NHTSA is known for moving at a glacial pace. The agency last proposed side-impact testing rules for children’s car seats in January 2014, but that proposal has languished for nearly seven years as manufacturers wrangled over what makes a good test. Car seats and boosters currently have to pass a test that mirrors the forces in a head-on collision. Even those tests are not up to date; they are done while the car seats and boosters are attached to a simulated back seat based on a 1974 Chevrolet Impala. This month, NHTSA also proposed a more modern back seat for the tests.
And the agency’s 2014 side-impact testing proposal doesn’t address a key finding of ProPublica’s investigation: It doesn’t apply to car seats or boosters for children over 40 pounds. In proposing to raise the minimum weight for boosters this month, NHTSA made it clear it plans to exclude boosters from side-impact tests it may later adopt. If those rules are enacted, booster manufacturers still would be able to make up their own tests and pass themselves.
Likewise, the standard NHTSA proposed in 2014 simulates a crash on the side of the vehicle nearest the child. While those crashes are dangerous, Krishnamoorthi and Porter urged NHTSA also to require a test that simulates when a vehicle strikes the side opposite where the child is sitting. Among side-impact collisions, NHTSA’s own data shows that those that occur on the side farthest from the child account for 40% of deaths and 30% of serious injuries for children seated in boosters and harnessed seats, Porter and Krishnamoorthi noted in their letter to NHTSA.
“The goal here isn’t just to say, ‘We, the government, did something,’” Porter said in an interview. “The goal is to keep kids safe.”

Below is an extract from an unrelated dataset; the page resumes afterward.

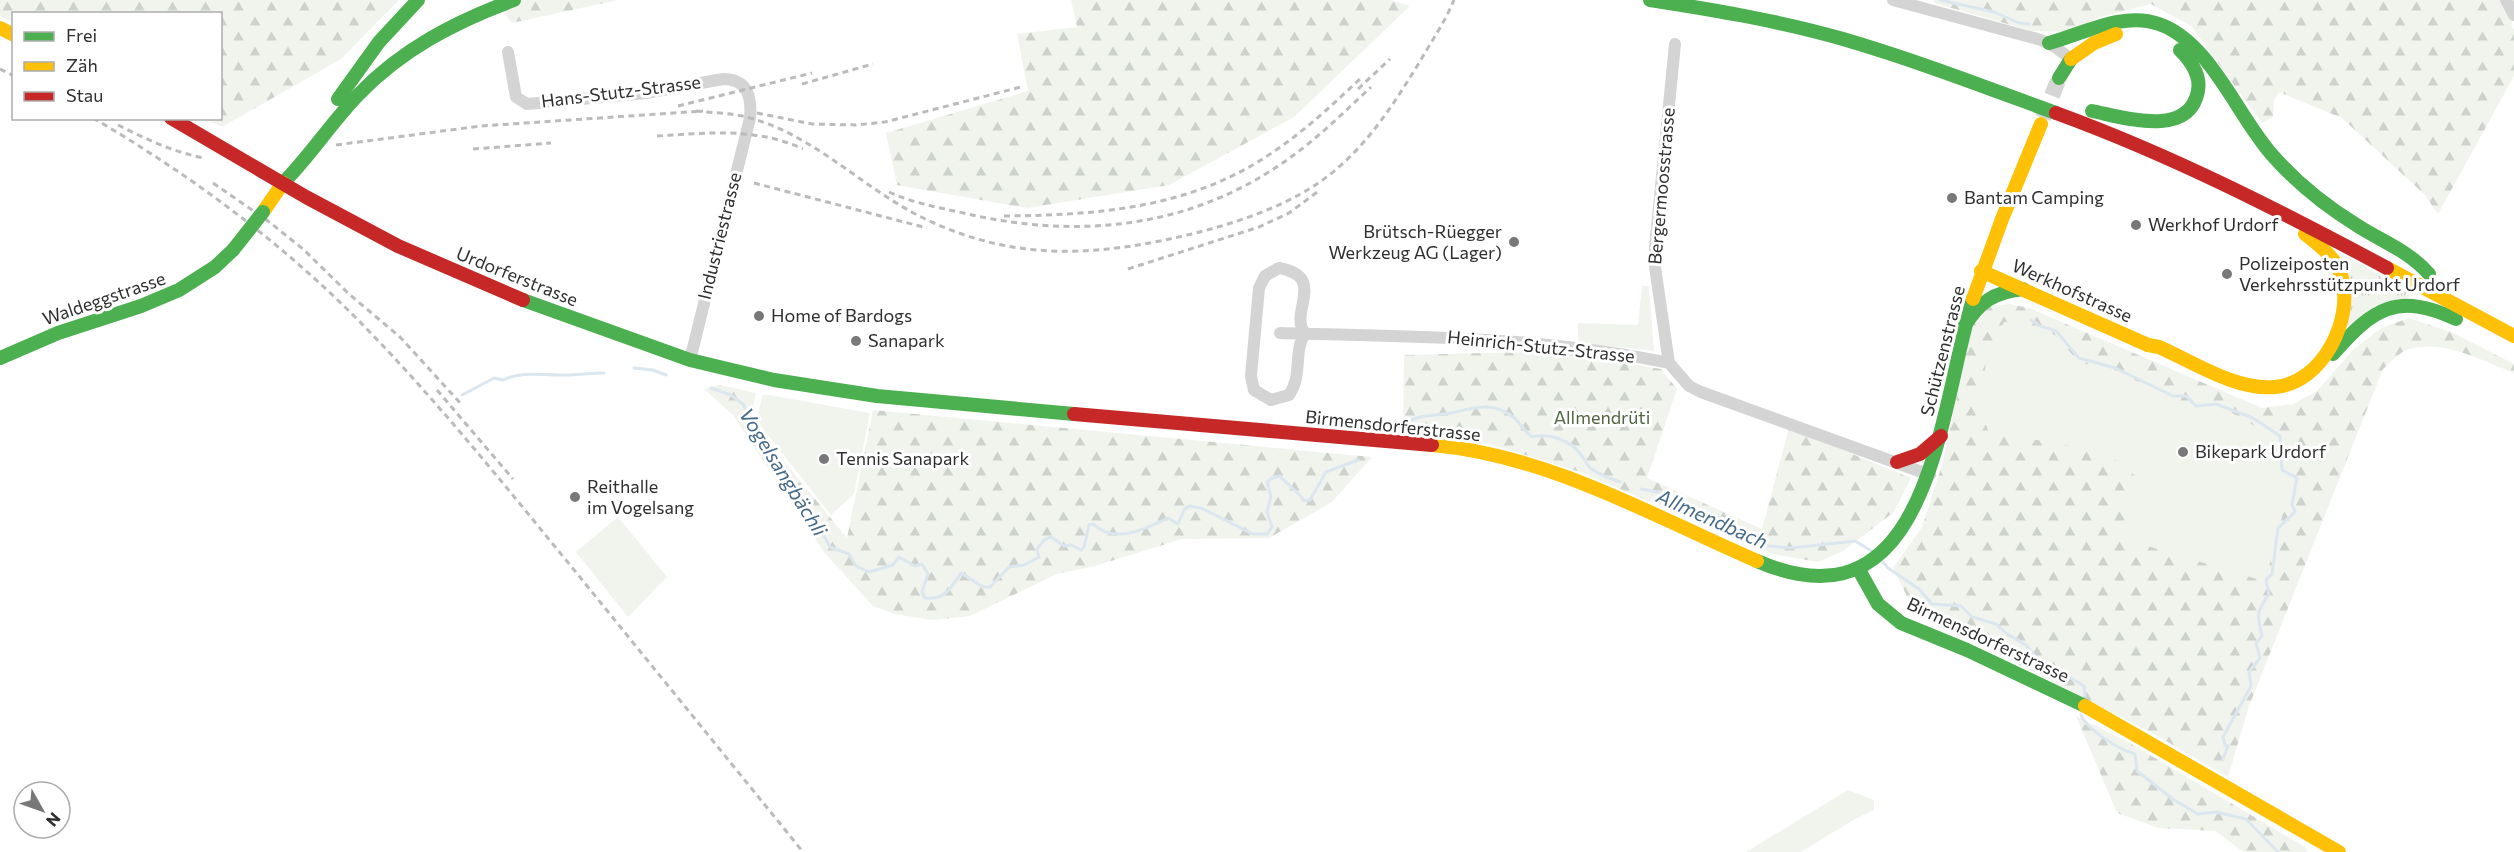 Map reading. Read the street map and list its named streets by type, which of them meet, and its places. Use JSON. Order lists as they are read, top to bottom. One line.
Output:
{"streets":{"main road":["Urdorferstrasse","Werkhofstrasse","Waldeggstrasse","Schützenstrasse","Birmensdorferstrasse"],"street":["Hans-Stutz-Strasse","Bergermoosstrasse","Industriestrasse","Heinrich-Stutz-Strasse"]},"crossings":[["Hans-Stutz-Strasse","Industriestrasse"],["Bergermoosstrasse","Heinrich-Stutz-Strasse"],["Industriestrasse","Urdorferstrasse"],["Urdorferstrasse","Waldeggstrasse"],["Urdorferstrasse","Birmensdorferstrasse"],["Werkhofstrasse","Schützenstrasse"],["Schützenstrasse","Birmensdorferstrasse"]],"water":["Vogelsangbächli","Allmendbach"],"parks":["Allmendrüti"],"places":["Bantam Camping","Werkhof Urdorf","Brütsch-Rüegger Werkzeug AG (Lager)","Polizeiposten Verkehrsstützpunkt Urdorf","Home of Bardogs","Sanapark","Bikepark Urdorf","Tennis Sanapark","Reithalle im Vogelsang"],"legend":["Frei","Zäh","Stau"],"north":"bottom right"}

The danger of a far-side crash is that the body of a child seated in a booster can slip out of the vehicle’s shoulder belt and jacknife over the lap belt, resulting in spinal or head injuries.

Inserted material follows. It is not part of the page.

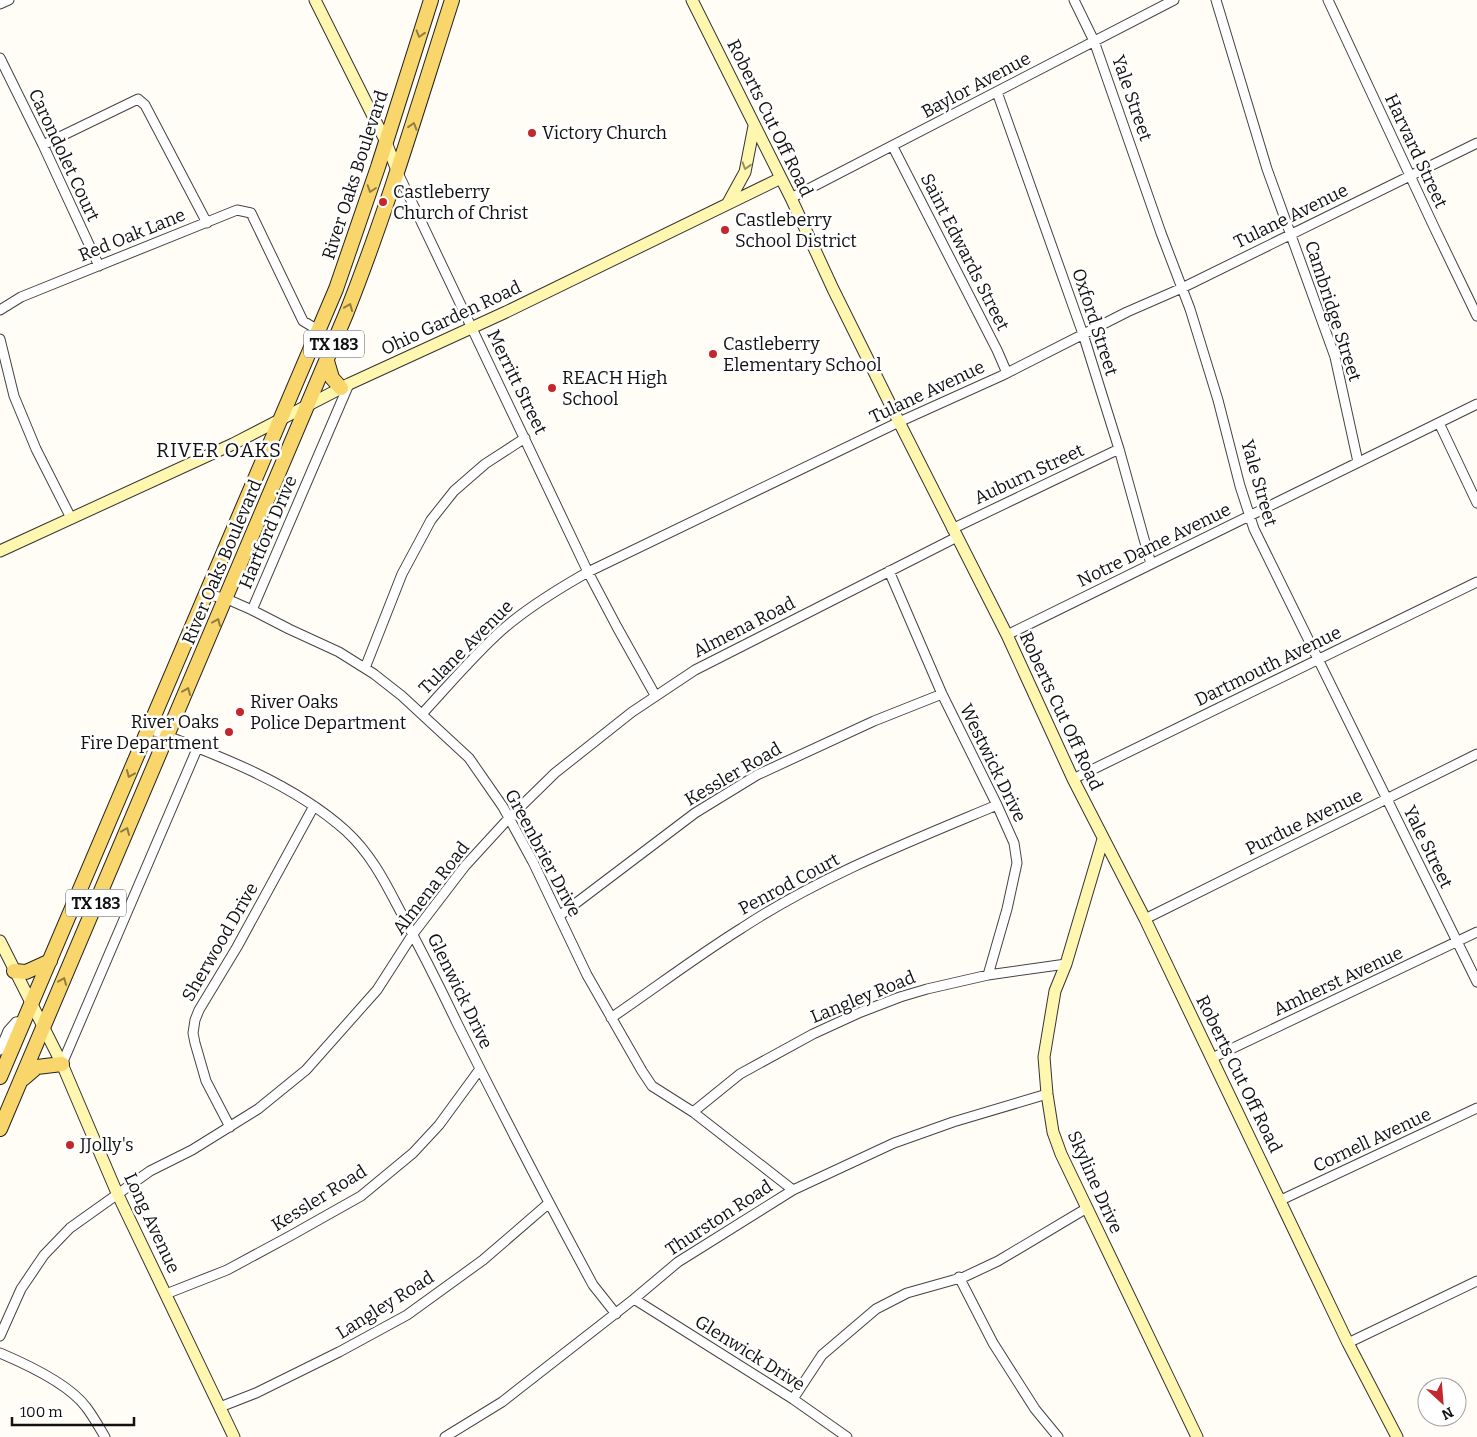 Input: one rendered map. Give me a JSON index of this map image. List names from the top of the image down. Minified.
{"streets":{"main road":["River Oaks Boulevard","TX 183"],"street":["Baylor Avenue","Yale Street","Roberts Cut Off Road","Harvard Street","Carondolet Court","Tulane Avenue","Red Oak Lane","Saint Edwards Street","Cambridge Street","Ohio Garden Road","Oxford Street","Merritt Street","Auburn Street","Hartford Drive","Notre Dame Avenue","Almena Road","Dartmouth Avenue","Westwick Drive","Kessler Road","Purdue Avenue","Greenbrier Drive","Penrod Court","Sherwood Drive","Amherst Avenue","Glenwick Drive","Langley Road","Cornell Avenue","Skyline Drive","Thurston Road","Long Avenue"]},"crossings":[["Baylor Avenue","Yale Street"],["Baylor Avenue","Roberts Cut Off Road"],["Baylor Avenue","Saint Edwards Street"],["Baylor Avenue","Oxford Street"],["Yale Street","Tulane Avenue"],["Yale Street","Notre Dame Avenue"],["Yale Street","Dartmouth Avenue"],["Yale Street","Purdue Avenue"],["Yale Street","Amherst Avenue"],["Roberts Cut Off Road","Tulane Avenue"],["Roberts Cut Off Road","Ohio Garden Road"],["Roberts Cut Off Road","Auburn Street"],["Roberts Cut Off Road","Notre Dame Avenue"],["Roberts Cut Off Road","Almena Road"],["Roberts Cut Off Road","Dartmouth Avenue"],["Roberts Cut Off Road","Purdue Avenue"],["Roberts Cut Off Road","Amherst Avenue"],["Roberts Cut Off Road","Cornell Avenue"],["Roberts Cut Off Road","Skyline Drive"],["Harvard Street","Tulane Avenue"],["Carondolet Court","Red Oak Lane"],["River Oaks Boulevard","Red Oak Lane"],["River Oaks Boulevard","Ohio Garden Road"],["River Oaks Boulevard","Merritt Street"],["River Oaks Boulevard","Greenbrier Drive"],["River Oaks Boulevard","Glenwick Drive"],["River Oaks Boulevard","Long Avenue"],["Tulane Avenue","Saint Edwards Street"],["Tulane Avenue","Cambridge Street"],["Tulane Avenue","Oxford Street"],["Tulane Avenue","Merritt Street"],["Tulane Avenue","Greenbrier Drive"],["Cambridge Street","Notre Dame Avenue"],["Ohio Garden Road","Merritt Street"],["Ohio Garden Road","Hartford Drive"],["Oxford Street","Auburn Street"],["Oxford Street","Notre Dame Avenue"],["Merritt Street","Almena Road"],["Auburn Street","Almena Road"],["Hartford Drive","Greenbrier Drive"],["Almena Road","Westwick Drive"],["Almena Road","Greenbrier Drive"],["Almena Road","Sherwood Drive"],["Almena Road","Glenwick Drive"],["Almena Road","Long Avenue"],["Westwick Drive","Kessler Road"],["Westwick Drive","Penrod Court"],["Westwick Drive","Langley Road"],["Kessler Road","Greenbrier Drive"],["Kessler Road","Glenwick Drive"],["Kessler Road","Long Avenue"],["Greenbrier Drive","Penrod Court"],["Greenbrier Drive","Langley Road"],["Greenbrier Drive","Thurston Road"],["Sherwood Drive","Glenwick Drive"],["Glenwick Drive","Langley Road"],["Glenwick Drive","Thurston Road"],["Langley Road","Skyline Drive"],["Langley Road","Long Avenue"],["Skyline Drive","Thurston Road"]],"districts":["RIVER OAKS"],"places":["Victory Church","Castleberry Church of Christ","Castleberry School District","Castleberry Elementary School","REACH High School","River Oaks Police Department","River Oaks Fire Department","JJolly's"],"scale_bar":"100 m","north":"bottom right"}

The ProPublica investigation this year documented just such a crash on New York’s Long Island in 2016 that left Jillian Brown with an injury medical journals refer to as “internal decapitation.” Jillian, who at the time of the accident was 5 years old and weighed just under 37 pounds, was belted into a Big Kid booster that had a “Side Impact Tested” label stitched into the seatback. Jillian is now paralyzed from the neck down, steers her motorized wheelchair with her tongue and is kept alive by a ventilator. Sued by Jillian’s family, Evenflo blamed bad driving and said the seat performed as it was designed to do and didn’t cause her injury.
Court records filed this month show that Evenflo reached a confidential settlement with Jillian’s family.